Even as the Reserve Bank of India (RBI) has put in place an Internal Ombudsman (IO) mechanism for regulated entities to strengthen their internal grievance redress mechanism, the functioning of IO mechanism needs considerable improvement, governor Shaktikanta Das said at the Annual Conference of RBI Ombudsman here today.
“It has been observed that on a number of occasions, IOs tend to endorse the decision of the regulated entities mechanically. In several cases, rejected complaints are not being referred to IO,” Das said.
“The very foundation of an internal dispute resolution system relies on its capacity to provide fair, impartial and judicious adjudication, and the observed trend raises concerns about the robustness of the existing framework. I would urge all of you to ensure the overall integrity and efficacy of the internal grievance redress mechanism,” he added.

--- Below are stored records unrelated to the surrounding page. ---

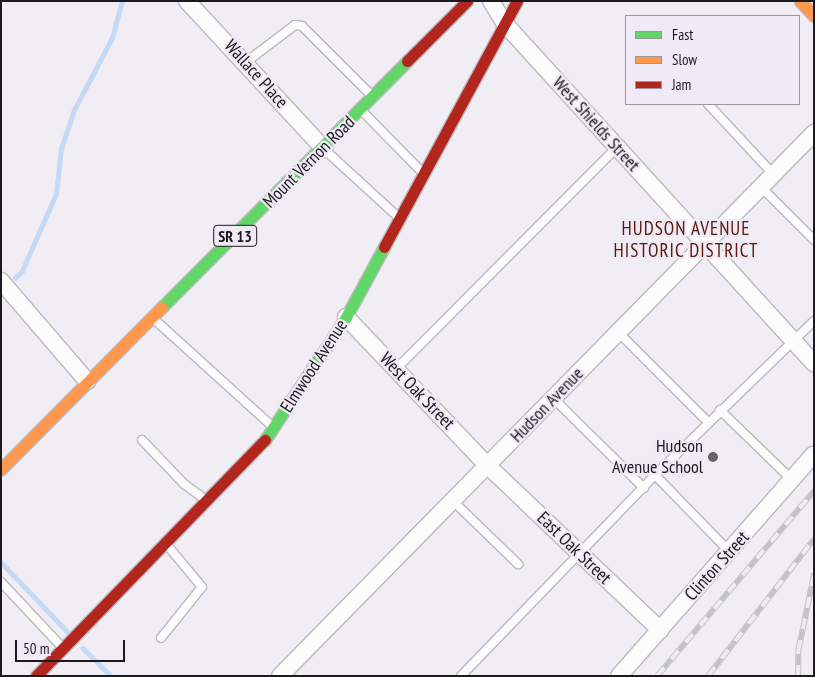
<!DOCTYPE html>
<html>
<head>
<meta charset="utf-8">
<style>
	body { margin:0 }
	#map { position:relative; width:815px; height:677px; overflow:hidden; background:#f0edf4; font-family:"PT Sans Narrow",sans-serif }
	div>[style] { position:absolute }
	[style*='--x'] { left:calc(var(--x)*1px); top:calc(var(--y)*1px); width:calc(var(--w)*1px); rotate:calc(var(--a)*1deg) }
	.stream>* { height:4.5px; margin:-2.25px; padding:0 2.25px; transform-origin:2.25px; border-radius:2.25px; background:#c5d9f4 }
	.roads { filter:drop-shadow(1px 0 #bcbabf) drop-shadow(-1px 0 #bcbabf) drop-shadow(0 1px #bcbabf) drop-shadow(0 -1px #bcbabf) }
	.lane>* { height:8px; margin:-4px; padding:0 4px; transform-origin:4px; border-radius:4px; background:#fdfcfd }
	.street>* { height:16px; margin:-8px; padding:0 8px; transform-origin:8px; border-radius:8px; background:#fdfcfd }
	.fast>* { height:11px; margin:-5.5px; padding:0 5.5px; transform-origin:5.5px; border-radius:5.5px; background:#63d668 }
	.slow>* { height:11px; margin:-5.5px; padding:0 5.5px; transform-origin:5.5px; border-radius:5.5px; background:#ff974d }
	.jam>* { height:11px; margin:-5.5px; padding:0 5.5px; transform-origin:5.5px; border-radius:5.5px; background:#b3261e }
	.rail>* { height:5.5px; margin-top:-2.75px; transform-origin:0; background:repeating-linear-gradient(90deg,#f0eaf7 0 11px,#c2c2c3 0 22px); box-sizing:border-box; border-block:1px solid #c2c2c3 }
	.dots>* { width:14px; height:14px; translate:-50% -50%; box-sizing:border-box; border:2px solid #f0eaf7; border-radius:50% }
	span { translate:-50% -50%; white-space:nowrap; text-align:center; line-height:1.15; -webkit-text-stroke:4.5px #f0eaf7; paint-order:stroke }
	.shield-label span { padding:1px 4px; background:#f0eaf7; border:1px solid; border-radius:4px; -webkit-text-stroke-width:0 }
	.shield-label { font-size:16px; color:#1c1a1e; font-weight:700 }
	.street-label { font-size:18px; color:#1c1a1e }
	.poi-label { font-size:18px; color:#1c1a1e }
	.right { translate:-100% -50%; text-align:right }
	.neighbourhood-label { font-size:19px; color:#5a1806; letter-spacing:1px }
	.frame { position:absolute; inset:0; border:2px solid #1c1a1e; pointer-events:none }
	.legend { position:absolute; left:625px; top:15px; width:175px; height:90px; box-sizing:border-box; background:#f0eaf7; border:1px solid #9b97a0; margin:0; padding:6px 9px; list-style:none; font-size:15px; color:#1c1a1e }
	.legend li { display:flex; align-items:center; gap:10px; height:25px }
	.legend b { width:25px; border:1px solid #9b97a0 }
	.scale { position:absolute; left:15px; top:640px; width:110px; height:22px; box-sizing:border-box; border:2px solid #1c1a1e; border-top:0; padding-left:6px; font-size:15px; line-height:18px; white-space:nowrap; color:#1c1a1e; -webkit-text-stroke:4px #f0eaf7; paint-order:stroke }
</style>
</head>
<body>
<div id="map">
	<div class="stream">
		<i style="--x:15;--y:278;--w:10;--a:-45"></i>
		<i style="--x:22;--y:271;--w:84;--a:-66.2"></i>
		<i style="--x:56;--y:194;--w:45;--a:-83.7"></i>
		<i style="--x:61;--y:149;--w:41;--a:-71.6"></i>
		<i style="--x:74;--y:110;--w:81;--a:-62.2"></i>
		<i style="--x:112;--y:38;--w:38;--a:-75"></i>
		<i style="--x:1;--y:562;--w:97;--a:46.3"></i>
		<i style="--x:83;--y:648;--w:40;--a:45"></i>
	</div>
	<div class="roads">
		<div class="lane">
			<i style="--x:246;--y:62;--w:61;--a:-37.1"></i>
			<i style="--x:295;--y:25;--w:7;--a:8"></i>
			<i style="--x:302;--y:26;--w:95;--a:45"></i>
			<i style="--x:708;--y:104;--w:96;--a:47.1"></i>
			<i style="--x:363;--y:112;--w:83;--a:45.5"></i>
			<i style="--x:325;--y:150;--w:99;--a:42.5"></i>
			<i style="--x:761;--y:187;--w:75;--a:45"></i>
			<i style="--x:155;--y:320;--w:158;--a:42.2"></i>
			<i style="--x:618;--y:332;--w:127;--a:45"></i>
			<i style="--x:396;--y:369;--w:312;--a:-45.1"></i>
			<i style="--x:553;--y:398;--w:128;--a:44.7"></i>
			<i style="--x:720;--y:410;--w:100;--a:44.2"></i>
			<i style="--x:142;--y:440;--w:61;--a:46.3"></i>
			<i style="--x:184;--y:484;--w:26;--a:36"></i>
			<i style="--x:655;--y:475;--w:107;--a:45.8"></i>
			<i style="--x:453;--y:501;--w:91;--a:44.1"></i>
			<i style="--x:1;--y:582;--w:88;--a:46.8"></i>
			<i style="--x:161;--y:638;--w:65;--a:-51.2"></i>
			<i style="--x:202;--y:587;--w:55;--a:-129.8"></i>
			<i style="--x:461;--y:676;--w:279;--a:-46"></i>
			<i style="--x:655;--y:475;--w:221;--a:-44.1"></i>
		</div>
		<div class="street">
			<i style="--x:187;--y:1;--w:202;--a:47.2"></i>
			<i style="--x:491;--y:1;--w:27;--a:59"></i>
			<i style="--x:505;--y:24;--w:459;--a:47.7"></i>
			<i style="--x:1;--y:281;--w:132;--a:49.3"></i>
			<i style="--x:346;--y:317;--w:206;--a:46.4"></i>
			<i style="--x:488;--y:466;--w:238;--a:43.6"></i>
			<i style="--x:280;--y:676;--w:762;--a:-45.48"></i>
			<i style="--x:619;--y:676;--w:295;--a:-48.7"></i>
		</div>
		<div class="fast">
			<i style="--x:162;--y:307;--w:347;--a:-45.1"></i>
			<i style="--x:265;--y:440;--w:147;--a:-56.6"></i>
			<i style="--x:346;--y:317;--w:80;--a:-61.5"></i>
		</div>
		<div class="slow">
			<i style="--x:800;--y:1;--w:21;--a:47"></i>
			<i style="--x:1;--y:469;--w:228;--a:-45.2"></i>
		</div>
		<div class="jam">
			<i style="--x:407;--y:61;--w:85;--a:-45"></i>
			<i style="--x:384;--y:247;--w:280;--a:-61.6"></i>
			<i style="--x:36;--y:676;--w:329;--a:-45.9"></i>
		</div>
	</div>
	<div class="rail">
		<i style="--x:657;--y:676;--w:243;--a:-49.7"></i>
		<i style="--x:708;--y:676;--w:173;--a:-52.3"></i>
		<i style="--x:798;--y:676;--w:25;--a:-90"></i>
		<i style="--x:798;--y:651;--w:79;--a:-78.3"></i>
	</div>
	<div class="dots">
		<i style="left:713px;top:457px;background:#666469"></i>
	</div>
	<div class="shield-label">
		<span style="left:235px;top:236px">SR 13</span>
	</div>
	<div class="street-label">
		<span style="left:256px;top:74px;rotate:48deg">Wallace Place</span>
		<span style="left:596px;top:124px;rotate:48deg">West Shields Street</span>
		<span style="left:309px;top:162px;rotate:-45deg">Mount Vernon Road</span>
		<span style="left:314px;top:366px;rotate:-57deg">Elmwood Avenue</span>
		<span style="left:417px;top:391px;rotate:46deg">West Oak Street</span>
		<span style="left:547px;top:405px;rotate:-46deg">Hudson Avenue</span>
		<span style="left:574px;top:548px;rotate:44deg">East Oak Street</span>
		<span style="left:717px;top:566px;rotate:-48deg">Clinton Street</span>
	</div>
	<div class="poi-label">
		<span class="right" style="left:703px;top:457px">Hudson<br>Avenue School</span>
	</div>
	<div class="neighbourhood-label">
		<span style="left:686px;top:240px">HUDSON AVENUE<br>HISTORIC DISTRICT</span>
	</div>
	<div class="frame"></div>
	<ul class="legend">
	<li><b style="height:6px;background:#63d668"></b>Fast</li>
	<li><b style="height:6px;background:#ff974d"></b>Slow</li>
	<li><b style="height:6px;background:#b3261e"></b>Jam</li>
	</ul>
	<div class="scale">50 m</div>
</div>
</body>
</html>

Under the RB-IO scheme, a total of 234,000 grievances were received during the first full year of its operation in FY23, followed by 268,000 grievances in the current financial year so far. The disposal rate in both the years has been about 98%. The average turnaround time for closure across all categories of complaints has come down to 33 days for FY23 from 57 days prior to the introduction of the new scheme.
Das said lenders must comprehend that they are the first touch points in the overall grievance redress framework and that re-directing the aggrieved customers to the alternate grievance machinery of the RBI ombudsman is not desirable. “As I can see from some of the complaints that land at my desk, many of the cases are such that they should have been resolved at the level of the regulated entities,” he said.
With the rise in fraudulent transactions, it also becomes critical for financial institutions to strengthen their monitoring systems and use technology to detect potential frauds before they materialise. Maintaining a focus on root cause analysis of consumer grievances can result in preventing such complaints to come up repeatedly.
Further, with the advent of Artificial Intelligence (AI), cybersecurity challenges can rise manifold. They can expose consumers to identity theft, fraud, and unauthorised access to personal information, which could affect consumer trust. Further, lenders must also engage in creating customer awareness about threats such as phishing, phone scams, deepfakes, among others.